The tactical briefing continued for over an hour before finally coming to a close.
...
Meanwhile, over in southern France, Marseille's head coach Élie Baup was deep in his preparations for the upcoming Champions League clash against Arsenal.
Baup, who took over from Didier Deschamps in 2012, had earned plaudits the previous season by guiding Marseille to a Ligue 1 runners-up spot. That success elevated his standing among supporters and pundits alike—but the challenge ahead was daunting.
Facing a team of Arsenal's calibre was never straightforward, and Baup knew it.
Being French himself, he held a particular respect for Arsène Wenger—a man whose managerial achievements cast a long shadow in European football. He might not yet match the Professor's legacy, but pride and ambition meant he had no intention of conceding the fight before it began.
The question was: where to begin?
Had this been Arsenal from two or three seasons ago, Baup would have felt far more confident in crafting a specific plan. But the present-day Gunners were a far trickier prospect.
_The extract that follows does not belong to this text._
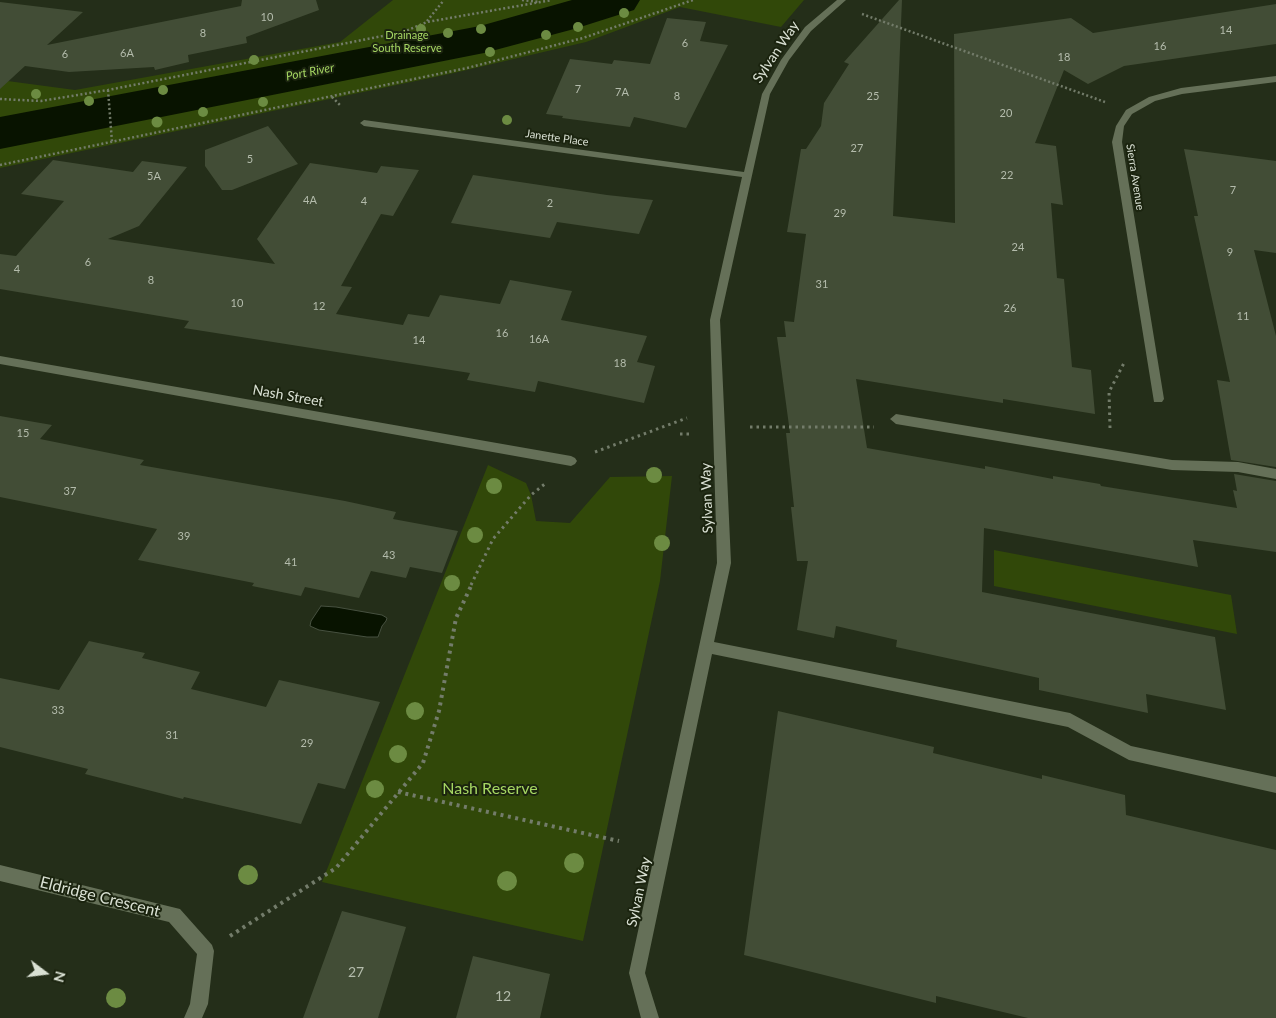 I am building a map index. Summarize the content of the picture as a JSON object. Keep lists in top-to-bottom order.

In attack, they boasted a dangerous mix—Suárez, Podolski, Walcott, Cazorla—all capable of unlocking a defence in their way. On the other side of the ball, there was the interim captain, the anchor, the man Baup could not ignore: Kai.
Baup had done his homework. He'd studied the Chinese midfielder's style closely and concluded that even a technician like Valbuena might struggle to bypass him directly. The same applied to Gignac and Payet—both potent threats, yet often neutralised by Kai's anticipation and sheer positional discipline.
This was no ordinary 19-year-old. His play was composed, calculated, and ruthlessly effective. Steady when required, decisive when it mattered, and swift when the moment called for it.
If Marseille were to win, their forwards would need to find a way past Arsenal's number 4. Without that, everything else was meaningless.
Baup's mind settled reluctantly on his best hope—Payet and André Ayew. Perhaps their pace and movement could stretch Kai's influence, force him into uncomfortable areas. It was far from a perfect plan, but there were no better alternatives.
Leaning back in his chair, he let his gaze drift to the ceiling. His mind's eye travelled beyond the plaster and steel, through the evening sky over Marseille.
In his imagination, a vast aircraft cut through the clouds, its engines thundering. Inside sat the Premier League giants, Arsenal—on their way to the south of France, bringing with them not only skill and form, but also the quiet, looming presence of the man he had to find a way to stop.